_WORK INSTRUCTIONS_
Find how many lines in the material hold the word "font", then state that number and nothing more.

_MATERIAL FOR THIS TASK_
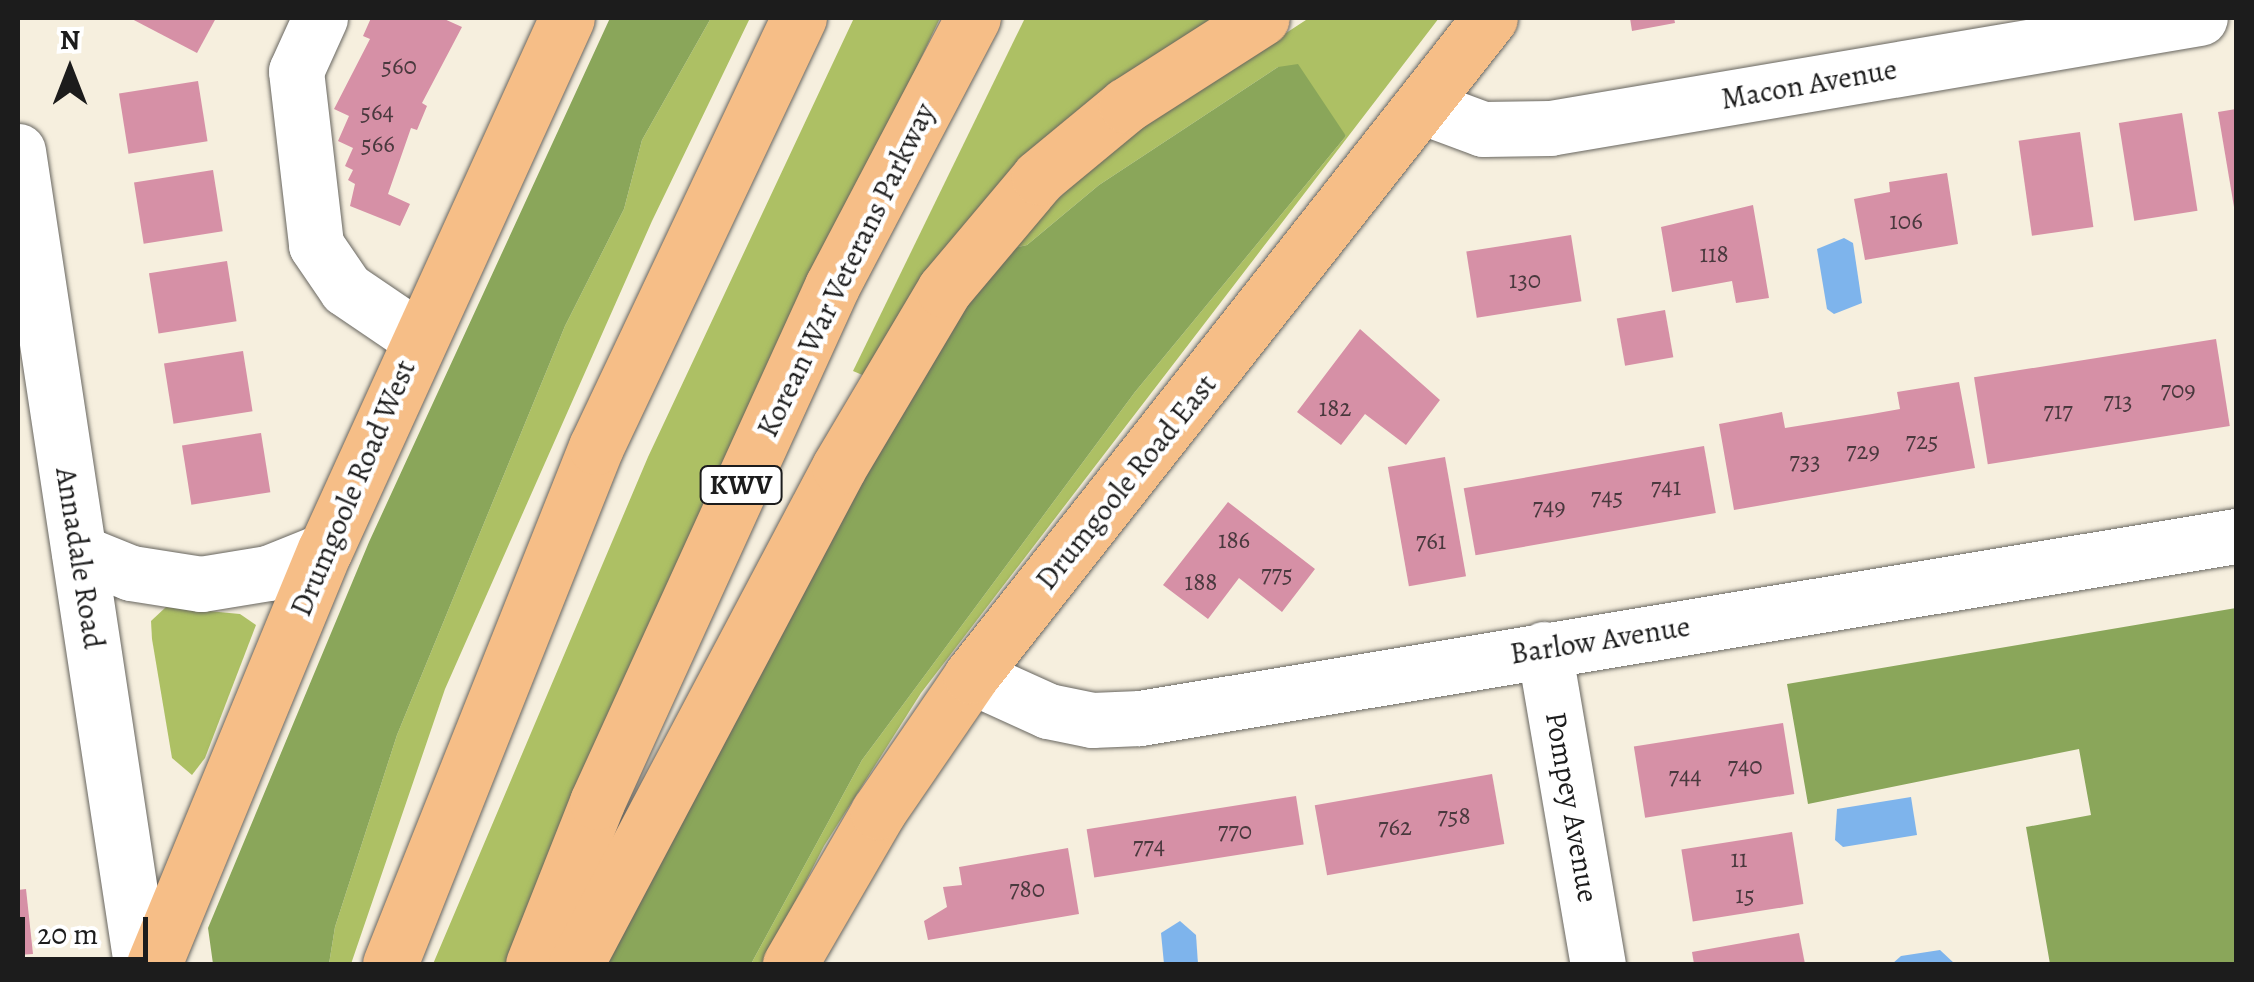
<!DOCTYPE html>
<style>
body{margin:0}
#map{position:relative;width:2254px;height:982px;overflow:hidden;background:#f6efde;font-family:Alegreya,serif}
div>[style]{position:absolute}
.green>*{inset:0;background:#adc064}
.forest>*{inset:0;background:#8aa65a}
.water>*{inset:0;background:#7eb4ec}
.building>*{inset:0;background:#d690a6;transform-origin:0 0}
.roads{filter:drop-shadow(0 0 2px #686660) drop-shadow(0 0 2px #686660)}
.minor>*{height:55px;margin:-27.5px;padding:0 27.5px;transform-origin:27.5px;border-radius:27.5px;background:#fff}
.major>*{height:55px;margin:-27.5px;padding:0 27.5px;transform-origin:27.5px;border-radius:27.5px;background:#f6be87}
.highway>*{height:55px;margin:-27.5px;padding:0 27.5px;transform-origin:27.5px;border-radius:27.5px;background:#f6be87}
span{translate:-50% -50%;white-space:nowrap;text-align:center;line-height:1.15;-webkit-text-stroke:9px #fff;paint-order:stroke}
.number-label{font-size:25px;color:#4a393e}
.number-label span{-webkit-text-stroke-width:0}
.shield-label span{padding:2px 8px;background:#fff;border:2px solid;border-radius:8px;-webkit-text-stroke-width:0}
.shield-label{font-size:28px;color:#1c1c1c;font-weight:700}
.street-label{font-size:30px;color:#1c1c1c}
.frame{position:absolute;inset:0;border:20px solid #1c1c1c;pointer-events:none}
.north{position:absolute;left:20px;top:20px;width:100px;height:100px;-webkit-text-stroke:8px #fff;paint-order:stroke;rotate:0deg;font-size:28px;font-weight:700;line-height:40px;text-align:center;color:#1c1c1c}
.north::after{content:'';display:block;margin:auto;width:35px;height:45px;background:#1c1c1c;clip-path:polygon(50% 0,100% 100%,50% 72%,0 100%)}
.scale{position:absolute;left:20px;top:917px;width:128px;height:45px;box-sizing:border-box;border:5px solid #1c1c1c;border-top:0;padding-left:12px;font-size:30px;line-height:35px;white-space:nowrap;color:#1c1c1c;-webkit-text-stroke:8px #fff;paint-order:stroke}
</style>
<div id="map">
<div class="green">
<div style="clip-path:polygon(711px 18px,750px 18px,652px 221px,445px 689px,351px 964px,329px 964px,335px 927px,397px 735px,565px 326px,624px 209px,642px 140px)"></div>
<div style="clip-path:polygon(854px 18px,940px 18px,807px 299px,520px 964px,433px 964px,648px 457px)"></div>
<div style="clip-path:polygon(1025px 18px,1237px 18px,867px 377px,853px 371px)"></div>
<div style="clip-path:polygon(1309px 18px,1439px 18px,921px 693px,824px 846px,763px 964px,751px 964px,862px 760px,1135px 392px,1346px 136px,1278px 67px,1099px 185px,1027px 245px,1004px 250px,1115px 145px)"></div>
<div style="clip-path:polygon(166px 607px,240px 614px,256px 625px,205px 758px,192px 775px,172px 758px,152px 639px,151px 621px)"></div>
</div>
<div class="forest">
<div style="clip-path:polygon(610px 18px,711px 18px,642px 140px,624px 209px,565px 326px,397px 735px,335px 927px,329px 964px,213px 964px,208px 928px,369px 542px)"></div>
<div style="clip-path:polygon(1298px 64px,1346px 136px,1135px 392px,862px 760px,751px 964px,598px 964px,890px 418px,1004px 250px,1027px 245px,1099px 185px,1278px 67px)"></div>
<div style="clip-path:polygon(2236px 608px,2236px 964px,2050px 964px,2026px 827px,2091px 815px,2079px 749px,1808px 804px,1787px 684px)"></div>
</div>
<div class="water">
<div style="clip-path:polygon(1844px 238px,1853px 243px,1862px 303px,1834px 314px,1827px 309px,1817px 249px)"></div>
<div style="clip-path:polygon(1911px 797px,1917px 835px,1843px 847px,1835px 840px,1837px 809px)"></div>
<div style="clip-path:polygon(1180px 921px,1196px 935px,1198px 964px,1164px 964px,1161px 933px)"></div>
<div style="clip-path:polygon(1940px 950px,1955px 964px,1892px 964px,1901px 956px)"></div>
</div>
<div class="building">
<div style="clip-path:polygon(130px 18px,216px 18px,197px 53px)"></div>
<div style="clip-path:polygon(371px 18px,442px 18px,462px 27px,422px 103px,427px 106px,417px 130px,411px 128px,388px 194px,410px 204px,400px 226px,350px 206px,355px 184px,348px 180px,353px 170px,345px 166px,353px 148px,338px 141px,349px 116px,334px 109px,370px 39px,363px 36px)"></div>
<div style="clip-path:polygon(1630px 18px,1674px 18px,1675px 23px,1632px 31px)"></div>
<div style="left:198px;top:81px;width:61px;height:80px;rotate:81deg"></div>
<div style="clip-path:polygon(2236px 109px,2236px 207px,2234px 207px,2218px 112px)"></div>
<div style="left:2182px;top:113px;width:99px;height:64px;rotate:81deg"></div>
<div style="left:2080px;top:132px;width:96px;height:62px;rotate:82deg"></div>
<div style="left:213px;top:170px;width:62px;height:80px;rotate:81deg"></div>
<div style="clip-path:polygon(1947px 173px,1958px 244px,1865px 260px,1854px 199px,1890px 192px,1889px 182px)"></div>
<div style="clip-path:polygon(1753px 205px,1769px 298px,1736px 303px,1732px 281px,1672px 292px,1661px 227px)"></div>
<div style="left:1571px;top:235px;width:67px;height:106px;rotate:81deg"></div>
<div style="left:227px;top:261px;width:61px;height:79px;rotate:81deg"></div>
<div style="left:1665px;top:310px;width:48px;height:49px;rotate:80deg"></div>
<div style="clip-path:polygon(1360px 329px,1440px 400px,1406px 445px,1365px 414px,1341px 445px,1297px 412px)"></div>
<div style="left:2216px;top:339px;width:88px;height:245px;rotate:81deg"></div>
<div style="left:243px;top:351px;width:61px;height:80px;rotate:81deg"></div>
<div style="clip-path:polygon(1959px 382px,1975px 468px,1734px 510px,1719px 424px,1782px 412px,1785px 428px,1872px 414px,1900px 409px,1897px 392px)"></div>
<div style="left:261px;top:433px;width:60px;height:80px;rotate:81deg"></div>
<div style="left:1704px;top:446px;width:68px;height:244px;rotate:80deg"></div>
<div style="left:1445px;top:457px;width:121px;height:58px;rotate:80deg"></div>
<div style="clip-path:polygon(1228px 502px,1315px 569px,1282px 612px,1239px 578px,1208px 619px,1163px 585px)"></div>
<div style="left:1783px;top:723px;width:72px;height:151px;rotate:81deg"></div>
<div style="left:1492px;top:774px;width:71px;height:180px;rotate:80deg"></div>
<div style="left:1296px;top:796px;width:49px;height:212px;rotate:81deg"></div>
<div style="left:1792px;top:832px;width:73px;height:112px;rotate:81deg"></div>
<div style="clip-path:polygon(1068px 848px,1079px 914px,928px 940px,924px 921px,947px 907px,943px 887px,962px 885px,959px 867px)"></div>
<div style="clip-path:polygon(26px 889px,33px 954px,18px 955px,18px 890px)"></div>
<div style="clip-path:polygon(1799px 933px,1805px 964px,1694px 964px,1692px 952px)"></div>
</div>
<div class="roads">
<div class="minor">
<div style="left:320px;top:18px;width:58px;rotate:114.4deg"></div>
<div style="left:296px;top:71px;width:175px;rotate:83.4deg"></div>
<div style="left:316px;top:245px;width:53px;rotate:55.7deg"></div>
<div style="left:346px;top:289px;width:87px;rotate:34.2deg"></div>
<div style="left:1421px;top:106px;width:66px;rotate:20.4deg"></div>
<div style="left:1483px;top:129px;width:67px;rotate:-0.9deg"></div>
<div style="left:1550px;top:128px;width:659px;rotate:-9.61deg"></div>
<div style="left:18px;top:151px;width:822px;rotate:81.4deg"></div>
<div style="left:79px;top:552px;width:56px;rotate:22deg"></div>
<div style="left:131px;top:573px;width:71px;rotate:8.9deg"></div>
<div style="left:201px;top:584px;width:68px;rotate:-9.3deg"></div>
<div style="left:268px;top:573px;width:61px;rotate:-22deg"></div>
<div style="left:1544px;top:649px;width:320px;rotate:80.3deg"></div>
<div style="left:971px;top:676px;width:85px;rotate:24.4deg"></div>
<div style="left:1048px;top:711px;width:45px;rotate:11.6deg"></div>
<div style="left:1092px;top:720px;width:48px;rotate:-2.4deg"></div>
<div style="left:1140px;top:718px;width:1111px;rotate:-9.43deg"></div>
</div>
<div class="major">
<div style="left:154px;top:964px;width:448px;rotate:-67.6deg"></div>
<div style="left:325px;top:550px;width:584px;rotate:-65.54deg"></div>
<div style="left:790px;top:964px;width:176px;rotate:-59.9deg"></div>
<div style="left:878px;top:812px;width:165px;rotate:-55.6deg"></div>
<div style="left:971px;top:676px;width:838px;rotate:-51.74deg"></div>
</div>
<div class="highway">
<div style="left:390px;top:964px;width:557px;rotate:-68.28deg"></div>
<div style="left:596px;top:447px;width:475px;rotate:-64.7deg"></div>
<div style="left:533px;top:964px;width:174px;rotate:-68.4deg"></div>
<div style="left:597px;top:802px;width:567px;rotate:-65.51deg"></div>
<div style="left:832px;top:286px;width:303px;rotate:-62.3deg"></div>
<div style="left:576px;top:964px;width:562px;rotate:-62.11deg"></div>
<div style="left:839px;top:467px;width:206px;rotate:-59.3deg"></div>
<div style="left:944px;top:290px;width:148px;rotate:-49.9deg"></div>
<div style="left:1039px;top:177px;width:113px;rotate:-39.6deg"></div>
<div style="left:1126px;top:105px;width:161px;rotate:-32.6deg"></div>
</div>
</div>
<div class="number-label">
<span style="left:399px;top:66px">560</span>
<span style="left:377px;top:112px">564</span>
<span style="left:378px;top:144px">566</span>
<span style="left:1906px;top:221px">106</span>
<span style="left:1714px;top:254px">118</span>
<span style="left:1525px;top:280px">130</span>
<span style="left:2178px;top:390px">709</span>
<span style="left:2118px;top:401px">713</span>
<span style="left:1335px;top:408px">182</span>
<span style="left:2058px;top:411px">717</span>
<span style="left:1922px;top:441px">725</span>
<span style="left:1863px;top:451px">729</span>
<span style="left:1805px;top:461px">733</span>
<span style="left:1666px;top:487px">741</span>
<span style="left:1607px;top:497px">745</span>
<span style="left:1549px;top:507px">749</span>
<span style="left:1234px;top:540px">186</span>
<span style="left:1431px;top:541px">761</span>
<span style="left:1277px;top:574px">775</span>
<span style="left:1201px;top:582px">188</span>
<span style="left:1745px;top:766px">740</span>
<span style="left:1685px;top:776px">744</span>
<span style="left:1454px;top:816px">758</span>
<span style="left:1395px;top:827px">762</span>
<span style="left:1235px;top:831px">770</span>
<span style="left:1149px;top:846px">774</span>
<span style="left:1739px;top:859px">11</span>
<span style="left:1027px;top:889px">780</span>
<span style="left:1745px;top:895px">15</span>
</div>
<div class="shield-label">
<span style="left:741px;top:485px">KWV</span>
</div>
<div class="street-label">
<span style="left:1809px;top:84px;rotate:-10deg">Macon Avenue</span>
<span style="left:846px;top:270px;rotate:-64deg">Korean War Veterans Parkway</span>
<span style="left:1126px;top:482px;rotate:-51deg">Drumgoole Road East</span>
<span style="left:353px;top:488px;rotate:-67deg">Drumgoole Road West</span>
<span style="left:80px;top:558px;rotate:81deg">Annadale Road</span>
<span style="left:1600px;top:640px;rotate:-9deg">Barlow Avenue</span>
<span style="left:1572px;top:807px;rotate:80deg">Pompey Avenue</span>
</div>
<div class="frame"></div>
<div class="north">N</div>
<div class="scale">20 m</div>
</div>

_EXERCISE ANSWER_
6